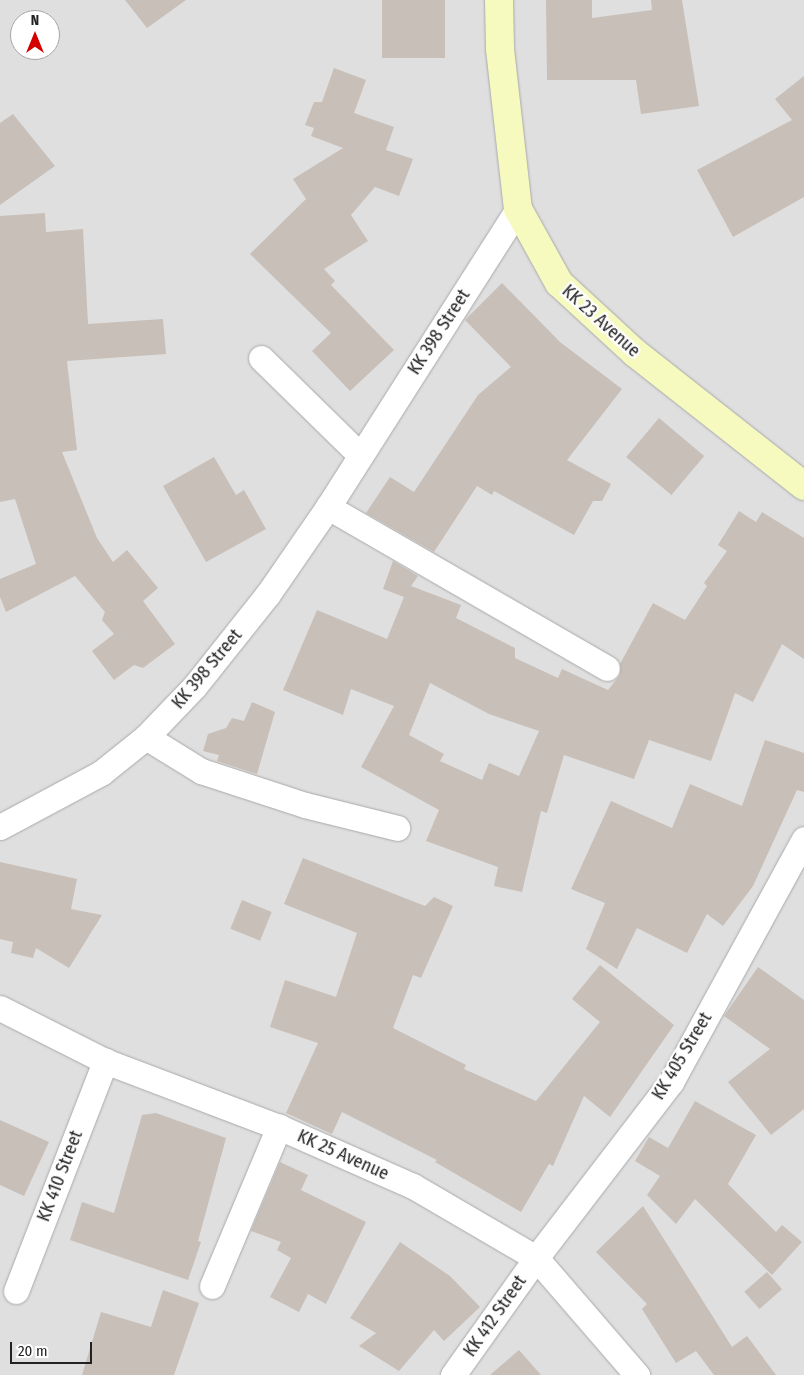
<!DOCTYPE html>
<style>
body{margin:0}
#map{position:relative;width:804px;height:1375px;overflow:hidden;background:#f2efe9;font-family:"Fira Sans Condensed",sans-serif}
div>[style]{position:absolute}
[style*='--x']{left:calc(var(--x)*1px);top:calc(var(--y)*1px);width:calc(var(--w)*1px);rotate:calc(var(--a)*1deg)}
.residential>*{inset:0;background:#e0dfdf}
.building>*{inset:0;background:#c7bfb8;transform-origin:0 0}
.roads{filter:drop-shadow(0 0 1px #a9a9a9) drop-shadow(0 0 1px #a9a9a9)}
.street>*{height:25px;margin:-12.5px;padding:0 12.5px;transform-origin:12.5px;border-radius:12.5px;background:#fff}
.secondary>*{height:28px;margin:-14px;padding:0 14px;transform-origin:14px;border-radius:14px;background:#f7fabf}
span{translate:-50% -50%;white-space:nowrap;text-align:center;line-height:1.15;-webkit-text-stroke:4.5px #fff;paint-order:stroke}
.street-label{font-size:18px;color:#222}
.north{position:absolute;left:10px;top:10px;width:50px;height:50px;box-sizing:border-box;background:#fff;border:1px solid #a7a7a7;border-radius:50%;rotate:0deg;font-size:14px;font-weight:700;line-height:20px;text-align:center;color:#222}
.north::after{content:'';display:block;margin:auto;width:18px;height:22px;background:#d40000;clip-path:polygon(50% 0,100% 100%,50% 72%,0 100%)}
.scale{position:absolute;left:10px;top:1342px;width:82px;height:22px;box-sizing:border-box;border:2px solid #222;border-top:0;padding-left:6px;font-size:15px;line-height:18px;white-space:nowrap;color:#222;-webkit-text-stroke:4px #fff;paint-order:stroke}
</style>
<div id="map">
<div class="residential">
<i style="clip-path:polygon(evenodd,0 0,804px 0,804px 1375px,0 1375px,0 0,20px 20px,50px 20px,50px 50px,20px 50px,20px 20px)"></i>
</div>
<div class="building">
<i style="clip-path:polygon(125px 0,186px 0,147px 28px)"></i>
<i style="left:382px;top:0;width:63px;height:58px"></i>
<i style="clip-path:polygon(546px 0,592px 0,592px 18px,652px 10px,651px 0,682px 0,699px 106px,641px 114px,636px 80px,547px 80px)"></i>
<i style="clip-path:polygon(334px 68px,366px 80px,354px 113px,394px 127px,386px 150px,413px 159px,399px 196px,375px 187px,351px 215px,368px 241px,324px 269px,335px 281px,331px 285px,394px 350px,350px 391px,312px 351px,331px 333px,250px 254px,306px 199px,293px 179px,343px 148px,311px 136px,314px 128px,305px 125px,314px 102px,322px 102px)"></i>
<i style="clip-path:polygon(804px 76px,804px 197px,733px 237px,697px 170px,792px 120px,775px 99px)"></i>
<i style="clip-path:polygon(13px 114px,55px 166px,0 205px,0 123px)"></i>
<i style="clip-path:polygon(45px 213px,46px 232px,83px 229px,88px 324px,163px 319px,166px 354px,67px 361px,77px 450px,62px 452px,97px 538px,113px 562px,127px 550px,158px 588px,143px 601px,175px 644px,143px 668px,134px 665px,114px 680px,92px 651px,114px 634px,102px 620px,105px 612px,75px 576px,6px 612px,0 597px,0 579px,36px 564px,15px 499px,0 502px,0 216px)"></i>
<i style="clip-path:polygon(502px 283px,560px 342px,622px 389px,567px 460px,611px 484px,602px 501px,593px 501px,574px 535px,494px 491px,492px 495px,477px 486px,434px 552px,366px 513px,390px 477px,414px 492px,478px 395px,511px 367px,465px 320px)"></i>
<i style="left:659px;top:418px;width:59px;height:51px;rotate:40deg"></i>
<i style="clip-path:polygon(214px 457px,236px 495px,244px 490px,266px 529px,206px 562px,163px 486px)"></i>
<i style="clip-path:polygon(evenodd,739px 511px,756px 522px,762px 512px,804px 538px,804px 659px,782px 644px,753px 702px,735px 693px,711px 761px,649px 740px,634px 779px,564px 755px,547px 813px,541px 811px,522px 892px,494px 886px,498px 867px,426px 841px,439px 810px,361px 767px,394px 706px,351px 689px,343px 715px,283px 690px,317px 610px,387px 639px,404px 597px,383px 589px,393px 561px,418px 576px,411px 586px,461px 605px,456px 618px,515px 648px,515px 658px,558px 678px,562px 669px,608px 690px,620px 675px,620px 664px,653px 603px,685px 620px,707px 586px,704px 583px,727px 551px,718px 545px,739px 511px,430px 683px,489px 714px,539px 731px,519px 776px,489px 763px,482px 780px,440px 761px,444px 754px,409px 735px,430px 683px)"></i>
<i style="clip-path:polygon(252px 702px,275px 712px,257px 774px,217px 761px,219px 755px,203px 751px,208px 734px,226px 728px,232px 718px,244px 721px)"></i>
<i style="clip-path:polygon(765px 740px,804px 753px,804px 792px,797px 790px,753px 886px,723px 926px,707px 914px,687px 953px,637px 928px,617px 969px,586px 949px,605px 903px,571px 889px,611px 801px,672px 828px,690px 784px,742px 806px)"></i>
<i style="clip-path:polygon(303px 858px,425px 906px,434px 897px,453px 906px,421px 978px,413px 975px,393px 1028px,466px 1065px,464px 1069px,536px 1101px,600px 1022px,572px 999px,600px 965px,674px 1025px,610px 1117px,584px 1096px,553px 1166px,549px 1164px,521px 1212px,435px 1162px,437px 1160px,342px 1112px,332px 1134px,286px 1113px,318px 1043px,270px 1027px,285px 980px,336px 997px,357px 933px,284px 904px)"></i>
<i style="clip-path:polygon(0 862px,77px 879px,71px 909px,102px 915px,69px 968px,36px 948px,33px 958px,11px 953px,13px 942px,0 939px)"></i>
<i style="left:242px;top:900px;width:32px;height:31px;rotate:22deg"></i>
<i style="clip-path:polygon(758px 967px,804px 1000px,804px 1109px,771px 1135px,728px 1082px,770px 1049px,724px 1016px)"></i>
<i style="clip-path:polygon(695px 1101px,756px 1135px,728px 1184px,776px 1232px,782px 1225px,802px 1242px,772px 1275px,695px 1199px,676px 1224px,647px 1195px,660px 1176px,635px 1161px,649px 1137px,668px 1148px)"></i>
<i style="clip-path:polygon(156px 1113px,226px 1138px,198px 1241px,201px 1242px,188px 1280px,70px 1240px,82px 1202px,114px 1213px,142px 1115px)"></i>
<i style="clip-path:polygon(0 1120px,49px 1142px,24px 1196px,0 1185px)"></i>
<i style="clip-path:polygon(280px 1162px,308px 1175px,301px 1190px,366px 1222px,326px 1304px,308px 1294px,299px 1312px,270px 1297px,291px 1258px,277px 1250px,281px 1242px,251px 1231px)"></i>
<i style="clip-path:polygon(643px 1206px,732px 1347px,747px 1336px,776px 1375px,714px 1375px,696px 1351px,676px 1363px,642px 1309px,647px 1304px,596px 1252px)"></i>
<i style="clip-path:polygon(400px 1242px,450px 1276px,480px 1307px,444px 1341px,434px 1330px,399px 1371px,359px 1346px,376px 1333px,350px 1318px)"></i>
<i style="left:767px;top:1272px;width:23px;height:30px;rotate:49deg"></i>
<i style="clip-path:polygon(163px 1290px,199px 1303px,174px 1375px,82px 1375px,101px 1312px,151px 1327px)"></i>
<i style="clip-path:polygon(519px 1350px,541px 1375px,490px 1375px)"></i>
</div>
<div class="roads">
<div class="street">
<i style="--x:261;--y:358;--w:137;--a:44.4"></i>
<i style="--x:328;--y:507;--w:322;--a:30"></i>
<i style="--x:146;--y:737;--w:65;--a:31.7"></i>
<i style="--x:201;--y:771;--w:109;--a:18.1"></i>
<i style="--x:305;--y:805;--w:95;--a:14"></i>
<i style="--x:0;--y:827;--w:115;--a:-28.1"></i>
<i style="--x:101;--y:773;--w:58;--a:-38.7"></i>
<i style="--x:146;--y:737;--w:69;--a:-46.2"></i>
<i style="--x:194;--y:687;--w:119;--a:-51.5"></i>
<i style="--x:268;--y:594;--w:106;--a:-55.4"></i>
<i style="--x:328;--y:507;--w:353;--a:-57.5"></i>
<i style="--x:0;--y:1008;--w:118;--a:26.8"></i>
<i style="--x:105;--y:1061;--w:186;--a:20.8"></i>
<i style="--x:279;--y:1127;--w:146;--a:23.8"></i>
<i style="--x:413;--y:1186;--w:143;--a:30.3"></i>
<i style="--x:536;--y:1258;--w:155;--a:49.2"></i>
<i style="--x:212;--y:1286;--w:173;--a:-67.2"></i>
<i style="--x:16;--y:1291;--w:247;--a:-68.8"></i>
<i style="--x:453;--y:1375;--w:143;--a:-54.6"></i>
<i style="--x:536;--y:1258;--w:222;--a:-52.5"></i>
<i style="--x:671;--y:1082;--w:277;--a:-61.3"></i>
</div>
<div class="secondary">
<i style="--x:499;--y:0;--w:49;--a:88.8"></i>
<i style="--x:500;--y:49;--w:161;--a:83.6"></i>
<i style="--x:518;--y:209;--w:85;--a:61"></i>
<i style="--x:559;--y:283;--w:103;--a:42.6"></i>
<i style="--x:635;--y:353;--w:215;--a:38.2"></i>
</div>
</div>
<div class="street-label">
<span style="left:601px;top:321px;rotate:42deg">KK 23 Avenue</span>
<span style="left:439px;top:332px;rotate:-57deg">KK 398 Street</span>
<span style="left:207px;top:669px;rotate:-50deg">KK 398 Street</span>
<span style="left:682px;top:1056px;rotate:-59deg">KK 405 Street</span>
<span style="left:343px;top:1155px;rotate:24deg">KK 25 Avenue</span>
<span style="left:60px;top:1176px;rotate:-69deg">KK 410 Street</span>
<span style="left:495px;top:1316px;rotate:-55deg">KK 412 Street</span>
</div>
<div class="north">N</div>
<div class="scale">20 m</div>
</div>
..........
**What to produce**
Omit the pictures. Print, word for word, the lines from the beginning of the entries above through the line that holds "1px #a9a9a9) drop-shadow(0".

**Answer for the task**
<!DOCTYPE html>
<style>
body{margin:0}
#map{position:relative;width:804px;height:1375px;overflow:hidden;background:#f2efe9;font-family:"Fira Sans Condensed",sans-serif}
div>[style]{position:absolute}
[style*='--x']{left:calc(var(--x)*1px);top:calc(var(--y)*1px);width:calc(var(--w)*1px);rotate:calc(var(--a)*1deg)}
.residential>*{inset:0;background:#e0dfdf}
.building>*{inset:0;background:#c7bfb8;transform-origin:0 0}
.roads{filter:drop-shadow(0 0 1px #a9a9a9) drop-shadow(0 0 1px #a9a9a9)}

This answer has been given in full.